Gary Schluter president of Rocky Mountain Holiday Tours, a regional operator that specializes in programs around U.S. National Parks in the West, told us that his business was bursting at the seams and this year sales reached the highest level in the company’s 27 year history last year—up 20 percent in 2014. So far in 2015, with 90 percent of his summer product already sold, bookings are running ahead by 15 percent. RMH’s wholesale clients cater to travelers who select a different destination each year … and this was their year for the U.S., which they booked well in advance. He believes that they may scale back hotel selections and meals. The most affected, he believes will be last minute travelers who will book with OTAs in May for a summer trip.
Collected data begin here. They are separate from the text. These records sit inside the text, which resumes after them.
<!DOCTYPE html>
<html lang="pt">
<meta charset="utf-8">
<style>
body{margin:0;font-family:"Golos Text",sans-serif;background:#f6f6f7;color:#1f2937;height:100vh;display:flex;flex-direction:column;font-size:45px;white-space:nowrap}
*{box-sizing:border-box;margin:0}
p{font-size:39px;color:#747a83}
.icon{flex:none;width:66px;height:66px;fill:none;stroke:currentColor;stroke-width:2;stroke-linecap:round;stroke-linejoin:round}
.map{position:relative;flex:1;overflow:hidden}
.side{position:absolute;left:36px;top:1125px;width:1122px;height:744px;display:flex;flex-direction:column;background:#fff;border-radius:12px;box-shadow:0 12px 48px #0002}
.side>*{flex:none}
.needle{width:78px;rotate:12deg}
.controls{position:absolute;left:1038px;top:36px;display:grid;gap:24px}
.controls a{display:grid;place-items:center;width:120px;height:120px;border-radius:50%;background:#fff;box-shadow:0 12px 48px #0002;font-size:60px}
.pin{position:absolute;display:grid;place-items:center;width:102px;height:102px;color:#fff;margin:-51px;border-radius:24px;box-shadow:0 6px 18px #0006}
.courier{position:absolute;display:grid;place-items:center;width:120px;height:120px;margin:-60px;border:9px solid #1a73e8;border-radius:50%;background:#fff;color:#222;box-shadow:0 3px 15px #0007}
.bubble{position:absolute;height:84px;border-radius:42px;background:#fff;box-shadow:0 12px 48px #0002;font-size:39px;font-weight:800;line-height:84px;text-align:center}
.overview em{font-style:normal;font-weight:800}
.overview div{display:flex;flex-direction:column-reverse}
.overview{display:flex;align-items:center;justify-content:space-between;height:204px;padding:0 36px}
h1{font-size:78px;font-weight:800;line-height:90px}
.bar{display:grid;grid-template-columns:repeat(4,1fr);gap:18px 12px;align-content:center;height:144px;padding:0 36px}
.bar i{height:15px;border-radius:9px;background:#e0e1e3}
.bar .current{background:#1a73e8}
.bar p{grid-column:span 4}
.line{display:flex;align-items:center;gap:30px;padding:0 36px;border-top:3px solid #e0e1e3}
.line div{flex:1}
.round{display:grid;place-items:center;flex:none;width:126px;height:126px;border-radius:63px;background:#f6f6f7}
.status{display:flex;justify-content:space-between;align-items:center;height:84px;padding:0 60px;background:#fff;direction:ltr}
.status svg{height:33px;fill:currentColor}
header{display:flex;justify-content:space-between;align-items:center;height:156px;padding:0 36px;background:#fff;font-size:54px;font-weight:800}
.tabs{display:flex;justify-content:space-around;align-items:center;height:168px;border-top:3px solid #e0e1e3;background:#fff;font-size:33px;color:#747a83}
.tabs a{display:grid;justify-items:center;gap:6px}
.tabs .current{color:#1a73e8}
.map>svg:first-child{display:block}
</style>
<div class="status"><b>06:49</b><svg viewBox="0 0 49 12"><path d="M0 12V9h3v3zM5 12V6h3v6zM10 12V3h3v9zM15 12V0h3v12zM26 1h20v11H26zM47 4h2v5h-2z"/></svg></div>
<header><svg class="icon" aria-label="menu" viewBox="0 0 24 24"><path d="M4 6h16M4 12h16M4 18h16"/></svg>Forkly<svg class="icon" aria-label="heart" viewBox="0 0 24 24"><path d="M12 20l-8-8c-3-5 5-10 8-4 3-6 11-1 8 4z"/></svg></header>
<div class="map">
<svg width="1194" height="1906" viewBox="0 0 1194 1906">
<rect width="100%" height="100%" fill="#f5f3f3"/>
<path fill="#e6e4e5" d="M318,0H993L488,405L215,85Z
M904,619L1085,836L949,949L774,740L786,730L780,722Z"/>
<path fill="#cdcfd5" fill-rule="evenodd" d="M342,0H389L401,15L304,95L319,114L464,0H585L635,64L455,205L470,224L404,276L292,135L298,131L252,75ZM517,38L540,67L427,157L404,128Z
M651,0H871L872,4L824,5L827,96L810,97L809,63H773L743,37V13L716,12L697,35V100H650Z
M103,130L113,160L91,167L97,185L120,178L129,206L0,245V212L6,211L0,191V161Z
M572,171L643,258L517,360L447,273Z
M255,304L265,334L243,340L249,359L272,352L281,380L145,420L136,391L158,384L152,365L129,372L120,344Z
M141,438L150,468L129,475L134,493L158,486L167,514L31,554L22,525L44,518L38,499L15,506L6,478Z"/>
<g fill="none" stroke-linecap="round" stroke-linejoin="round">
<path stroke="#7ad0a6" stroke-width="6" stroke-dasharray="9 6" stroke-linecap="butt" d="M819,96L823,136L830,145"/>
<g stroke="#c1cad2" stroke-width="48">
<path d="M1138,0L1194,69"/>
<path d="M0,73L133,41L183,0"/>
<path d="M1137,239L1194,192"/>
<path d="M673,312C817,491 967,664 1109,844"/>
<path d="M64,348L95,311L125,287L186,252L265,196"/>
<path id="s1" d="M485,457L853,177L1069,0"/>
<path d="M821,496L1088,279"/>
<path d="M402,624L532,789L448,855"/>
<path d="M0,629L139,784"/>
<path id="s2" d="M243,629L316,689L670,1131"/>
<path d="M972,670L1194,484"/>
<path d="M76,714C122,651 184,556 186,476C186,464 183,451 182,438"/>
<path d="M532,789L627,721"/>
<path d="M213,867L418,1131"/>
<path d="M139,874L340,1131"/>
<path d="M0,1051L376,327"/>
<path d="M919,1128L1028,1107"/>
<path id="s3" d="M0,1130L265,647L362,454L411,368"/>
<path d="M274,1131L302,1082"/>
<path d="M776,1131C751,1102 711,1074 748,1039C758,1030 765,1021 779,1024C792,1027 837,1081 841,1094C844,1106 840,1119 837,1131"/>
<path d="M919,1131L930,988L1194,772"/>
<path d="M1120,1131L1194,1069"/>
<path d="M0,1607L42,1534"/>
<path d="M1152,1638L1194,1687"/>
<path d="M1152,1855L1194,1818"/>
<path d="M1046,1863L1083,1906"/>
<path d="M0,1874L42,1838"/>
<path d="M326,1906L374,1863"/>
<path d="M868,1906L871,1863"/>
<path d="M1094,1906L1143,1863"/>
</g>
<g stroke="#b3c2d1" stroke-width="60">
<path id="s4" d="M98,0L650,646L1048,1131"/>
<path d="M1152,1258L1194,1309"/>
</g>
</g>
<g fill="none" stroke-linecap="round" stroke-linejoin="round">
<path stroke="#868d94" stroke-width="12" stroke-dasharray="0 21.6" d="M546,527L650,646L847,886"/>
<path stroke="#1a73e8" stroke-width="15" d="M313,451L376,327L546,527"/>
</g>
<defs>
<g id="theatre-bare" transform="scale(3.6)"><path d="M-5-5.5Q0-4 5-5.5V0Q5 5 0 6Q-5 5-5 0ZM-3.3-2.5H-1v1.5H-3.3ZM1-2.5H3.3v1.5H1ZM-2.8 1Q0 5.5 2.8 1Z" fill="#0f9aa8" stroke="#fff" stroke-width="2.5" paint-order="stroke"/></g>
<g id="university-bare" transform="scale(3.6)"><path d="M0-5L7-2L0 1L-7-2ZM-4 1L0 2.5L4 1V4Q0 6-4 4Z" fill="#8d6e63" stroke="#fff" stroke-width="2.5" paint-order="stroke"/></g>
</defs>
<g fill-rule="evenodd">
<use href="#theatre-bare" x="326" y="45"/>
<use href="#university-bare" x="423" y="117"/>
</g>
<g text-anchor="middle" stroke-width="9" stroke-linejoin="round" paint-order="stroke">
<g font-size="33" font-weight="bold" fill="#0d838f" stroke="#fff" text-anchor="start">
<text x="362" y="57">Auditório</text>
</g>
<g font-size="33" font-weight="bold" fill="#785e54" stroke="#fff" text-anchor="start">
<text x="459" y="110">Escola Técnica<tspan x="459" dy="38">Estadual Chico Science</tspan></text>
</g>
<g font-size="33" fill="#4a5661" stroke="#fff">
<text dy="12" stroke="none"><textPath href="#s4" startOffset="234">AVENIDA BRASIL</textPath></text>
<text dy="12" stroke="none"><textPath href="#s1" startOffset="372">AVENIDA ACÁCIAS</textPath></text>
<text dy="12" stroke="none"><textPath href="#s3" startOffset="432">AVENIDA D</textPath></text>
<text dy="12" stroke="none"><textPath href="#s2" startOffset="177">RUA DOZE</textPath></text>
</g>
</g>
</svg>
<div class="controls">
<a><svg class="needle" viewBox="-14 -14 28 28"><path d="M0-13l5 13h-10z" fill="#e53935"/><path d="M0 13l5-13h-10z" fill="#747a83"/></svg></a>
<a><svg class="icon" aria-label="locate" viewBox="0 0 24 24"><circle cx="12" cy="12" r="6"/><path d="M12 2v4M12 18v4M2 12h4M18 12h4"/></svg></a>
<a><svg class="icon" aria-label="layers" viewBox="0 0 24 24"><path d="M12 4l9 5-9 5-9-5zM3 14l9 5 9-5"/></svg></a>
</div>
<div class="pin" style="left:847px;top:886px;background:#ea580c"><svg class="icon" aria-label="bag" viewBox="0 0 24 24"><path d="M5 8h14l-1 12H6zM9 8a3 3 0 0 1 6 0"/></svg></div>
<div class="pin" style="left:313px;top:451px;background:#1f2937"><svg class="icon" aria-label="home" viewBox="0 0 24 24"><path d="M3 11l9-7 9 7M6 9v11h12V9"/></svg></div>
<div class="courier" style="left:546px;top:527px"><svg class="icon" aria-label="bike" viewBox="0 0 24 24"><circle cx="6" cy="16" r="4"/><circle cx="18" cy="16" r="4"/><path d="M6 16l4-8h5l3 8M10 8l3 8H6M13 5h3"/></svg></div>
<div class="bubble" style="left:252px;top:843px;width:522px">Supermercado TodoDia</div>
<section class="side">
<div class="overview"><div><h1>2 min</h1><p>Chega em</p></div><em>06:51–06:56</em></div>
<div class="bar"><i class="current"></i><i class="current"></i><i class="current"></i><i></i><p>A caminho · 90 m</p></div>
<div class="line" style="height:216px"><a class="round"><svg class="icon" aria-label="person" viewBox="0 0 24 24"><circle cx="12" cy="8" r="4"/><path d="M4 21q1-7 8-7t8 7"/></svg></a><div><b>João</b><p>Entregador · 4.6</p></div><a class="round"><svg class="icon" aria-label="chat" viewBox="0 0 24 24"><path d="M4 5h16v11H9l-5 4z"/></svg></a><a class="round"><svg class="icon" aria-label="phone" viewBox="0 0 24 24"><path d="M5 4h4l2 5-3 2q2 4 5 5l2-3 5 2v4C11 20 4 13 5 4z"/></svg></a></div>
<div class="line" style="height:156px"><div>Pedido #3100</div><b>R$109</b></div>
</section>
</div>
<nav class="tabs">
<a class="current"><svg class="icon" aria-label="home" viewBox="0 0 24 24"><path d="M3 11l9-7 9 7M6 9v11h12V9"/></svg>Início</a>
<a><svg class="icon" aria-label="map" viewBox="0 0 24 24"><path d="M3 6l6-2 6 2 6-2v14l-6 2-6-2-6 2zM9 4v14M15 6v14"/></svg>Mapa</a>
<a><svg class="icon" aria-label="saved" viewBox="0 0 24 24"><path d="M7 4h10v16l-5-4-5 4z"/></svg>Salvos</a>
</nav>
Graham Bendelow, vice president of product, Americantours International (ATI), calculated that if all current rates charged by airline rates, hotel rates and food, etc. remained the same, the currency changes would result in a 12 percent increase; but, of course hotel rates are scheduled to increase 4-6 percent and airline rates are forecast at 2-3 percent which, combined with normal inflation, will probably result Eurozone package rates increasing close to 20 percent for 2016-17 season.
Based on a conversation with another ATI principal, Nick Hentschel, vice president, business development, it appears that ATI’s has found another way to zig while others zag. Not only has the company doubled down on escorted tour motorcoach programs, it picked up the pieces from Mauiva’s ill-fated Air Cruise product by launching own “Wings Over the West” program in 2014 that sold out with strong reviews from clients and engendered grudging compliments from some of their competitors—proving, once again that adage that “pioneers get arrows in their backs while the settlers take the land.” ATI has also discreetly developed a hybrid form of escorted fly-drive tours with China’s largest travel agency, Ctrip. (Note: Ctrip will be making a presentation about their company at NAJ’s sold-out Active America China on April 7-9 in Las Vegas.)
Peter Van Berkel, president of Travalco, said that he believed that the countries in Southern Europe would certainly be the most affected by the weakened Euro. While there seemed to be a consensus that demand from Germany and the UK would be less affected for the coming summer season because most holiday bookings had been made and paid for, arrivals from southern Europe would suffer—especially from countries with stagnant economies such as France, Italy and Spain w9ill be the most negatively impacted.